Fine-Tuning & Serving: Serve a Model with vLLM

Fine-Tuning & Serving · Part 3 of 3

The Fine-Tuning & Serving course · 3 parts

Change the model itself: when to fine-tune vs. retrieve, how LoRA/QLoRA work, and how to serve the result behind an OpenAI-compatible API.

01Fine-Tuning vs RAG
02LoRA & QLoRA on One GPU

03Serve a Model with vLLM← you are here

Serve a Model with vLLM

TL;DR: Merge your LoRA adapter back into the base model, then vllm serve ./your-model gives you an OpenAI-compatible endpoint. Your existing OpenAI client code works against it by changing one line — the base_url.

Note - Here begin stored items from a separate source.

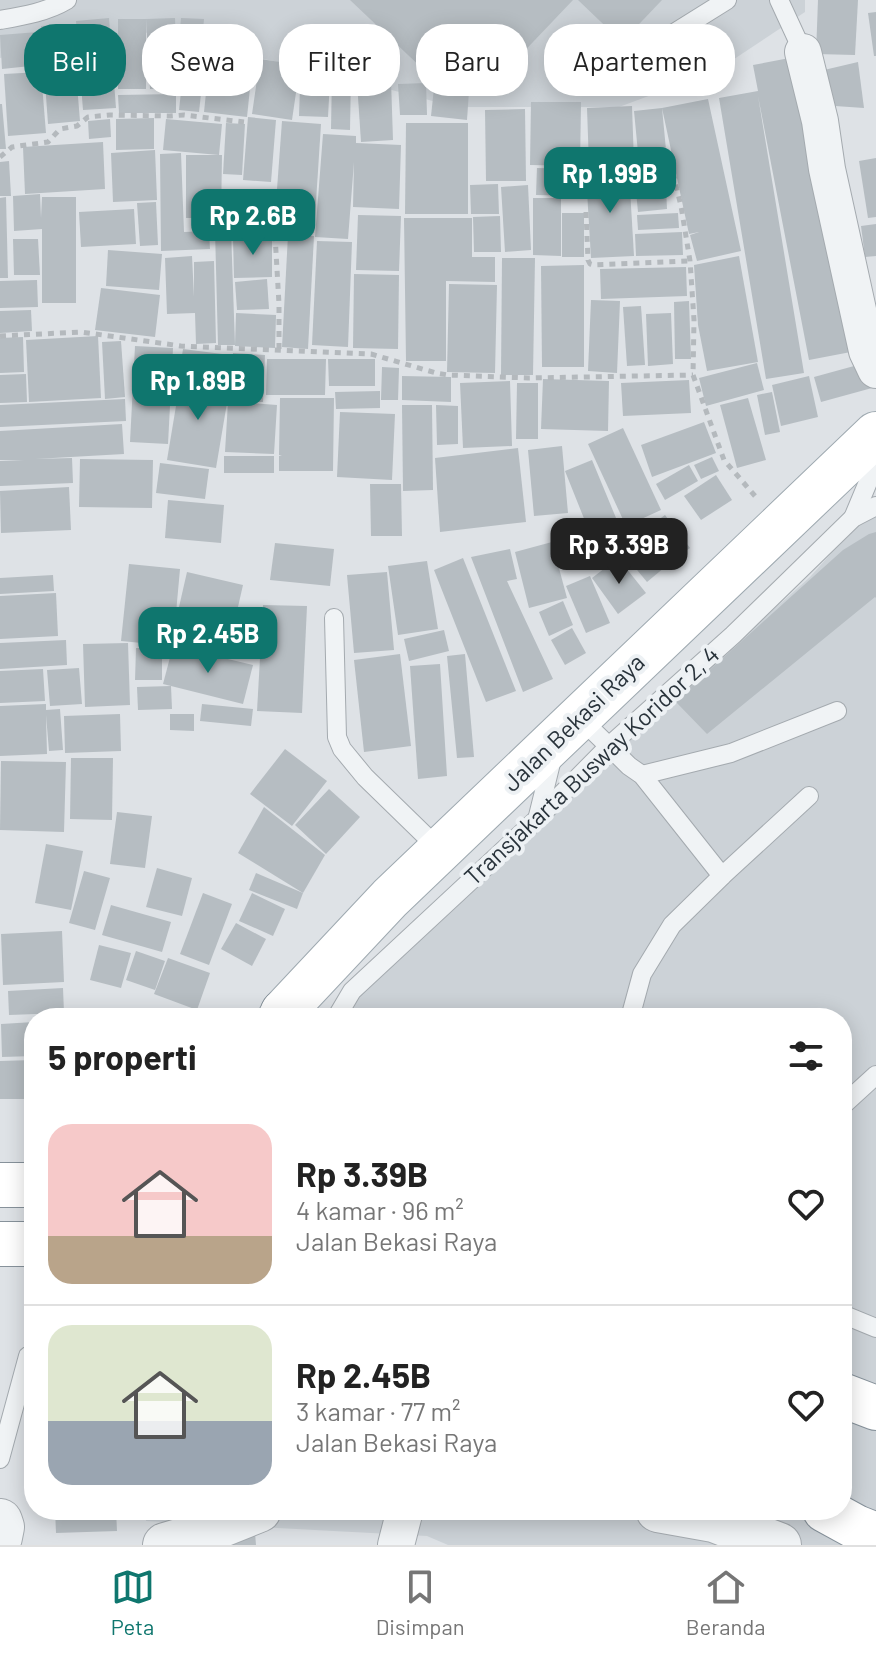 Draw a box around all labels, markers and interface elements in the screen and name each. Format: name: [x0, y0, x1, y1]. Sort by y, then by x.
chip: Beli: [24, 24, 126, 96]
chip: Sewa: [142, 24, 263, 96]
chip: Filter: [279, 24, 400, 96]
chip: Baru: [416, 24, 528, 96]
chip: Apartemen: [544, 24, 735, 96]
pin: Rp 1.99B: [527, 147, 693, 215]
text: Rp 1.99B: [562, 157, 658, 188]
pin: Rp 2.6B: [179, 189, 327, 257]
text: Rp 2.6B: [209, 199, 297, 230]
pin: Rp 1.89B: [115, 354, 281, 422]
text: Rp 1.89B: [150, 364, 246, 395]
pin: Rp 3.39B: [536, 518, 702, 586]
text: Rp 3.39B: [569, 528, 669, 559]
pin: Rp 2.45B: [125, 607, 291, 675]
text: Rp 2.45B: [156, 617, 260, 648]
street label: Transjakarta Busway Koridor 2, 4: [458, 639, 724, 891]
street label: Jalan Bekasi Raya: [496, 647, 650, 797]
icon: filters: [784, 1034, 828, 1078]
text: 5 properti: [48, 1036, 197, 1077]
text: Rp 3.39B: [296, 1153, 428, 1194]
icon: home: [112, 1156, 208, 1252]
icon: heart: [784, 1182, 828, 1226]
text: 4 kamar · 96 m²: [296, 1194, 464, 1225]
text: Jalan Bekasi Raya: [296, 1225, 497, 1256]
text: Rp 2.45B: [296, 1354, 431, 1395]
icon: home: [112, 1357, 208, 1453]
icon: heart: [784, 1383, 828, 1427]
text: 3 kamar · 77 m²: [296, 1395, 461, 1426]
text: Jalan Bekasi Raya: [296, 1426, 497, 1457]
tab: Peta: [111, 1565, 155, 1639]
tab: Disimpan: [376, 1565, 465, 1639]
tab: Beranda: [686, 1565, 765, 1639]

You fine-tuned a model. Right now it's a folder of weights. This tutorial makes it a service anything can call — and because the API mirrors OpenAI's, the rest of your stack barely notices the swap.

HEADS UP

Serving runs on a GPU host, not your laptop — vLLM is built for CUDA. The commands below are the real ones from vLLM's quickstart; run them where there's a GPU (a cloud VM, or the same Colab/box you trained on). This page is concept + verified commands, not locally-tested output.

Why vLLM (and why "OpenAI-compatible" matters)

vLLM is a high-throughput inference server. The headline feature for you isn't the speed tricks (paged attention, continuous batching) — it's that it speaks the OpenAI API. That means:

Your code that calls openai.chat.completions.create(...) works unchanged — you only repoint base_url.
Every tool that already talks to OpenAI (SDKs, frameworks, UIs) talks to your model for free.

No vendor lock-in, no bespoke client. You own the model and the interface.

Step 1 — merge the adapter into the base

LoRA left you with a small adapter on top of a frozen base. The simplest thing to serve is a single merged model. With Hugging Face PEFT:

# illustrative — run on the GPU host where you trained
from peft import AutoPeftModelForCausalLM
from transformers import AutoTokenizer

model = AutoPeftModelForCausalLM.from_pretrained("./my-lora-adapter")
merged = model.merge_and_unload()          # fold adapter weights into the base
merged.save_pretrained("./my-merged-model")
AutoTokenizer.from_pretrained("./my-lora-adapter").save_pretrained("./my-merged-model")

merge_and_unload() collapses the W + B·A from the last tutorial into a single set of weights, so the served model is just a normal model — no adapter plumbing at inference time.

NOTE

Merge vs. dynamic adapters. Merging is the simplest path and adds zero inference overhead. If instead you want to serve many adapters over one base (e.g. a per-customer fine-tune), vLLM can load adapters dynamically with --enable-lora — see vLLM's LoRA serving docs. Start merged; reach for dynamic LoRA when you actually have multiple adapters.

Step 2 — start the server (one command)

vllm serve ./my-merged-model

That's it — the server comes up at http://localhost:8000 with OpenAI-compatible routes (/v1/chat/completions, /v1/completions). Add --host / --port to change the address, or --api-key to require a key.

Step 3 — call it like OpenAI

With curl:

curl http://localhost:8000/v1/chat/completions \
  -H "Content-Type: application/json" \
  -d '{
    "model": "./my-merged-model",
    "messages": [
      {"role": "system", "content": "You are our support assistant."},
      {"role": "user", "content": "How do I reset my password?"}
    ]
  }'

Or with the OpenAI Python client — the only changes from real OpenAI are base_url and api_key:

from openai import OpenAI

client = OpenAI(base_url="http://localhost:8000/v1", api_key="not-needed")
resp = client.chat.completions.create(
    model="./my-merged-model",
    messages=[{"role": "user", "content": "How do I reset my password?"}],
)
print(resp.choices[0].message.content)

Any framework that takes an OpenAI base_url — including a RAG pipeline — now runs on your fine-tuned model.

The full picture

You've now done both halves of applied AI engineering, end to end:

Knowledge → retrieval: embeddings → vector DB → chunking → hybrid → reranking → evaluation.
Behavior → fine-tuning: when to → LoRA/QLoRA → serving (here).

And they meet at the base_url: a vLLM-served, fine-tuned model behind an OpenAI API, fed fresh facts by your RAG stack. Retrieve for knowledge, fine-tune for behavior — now wired together and shippable.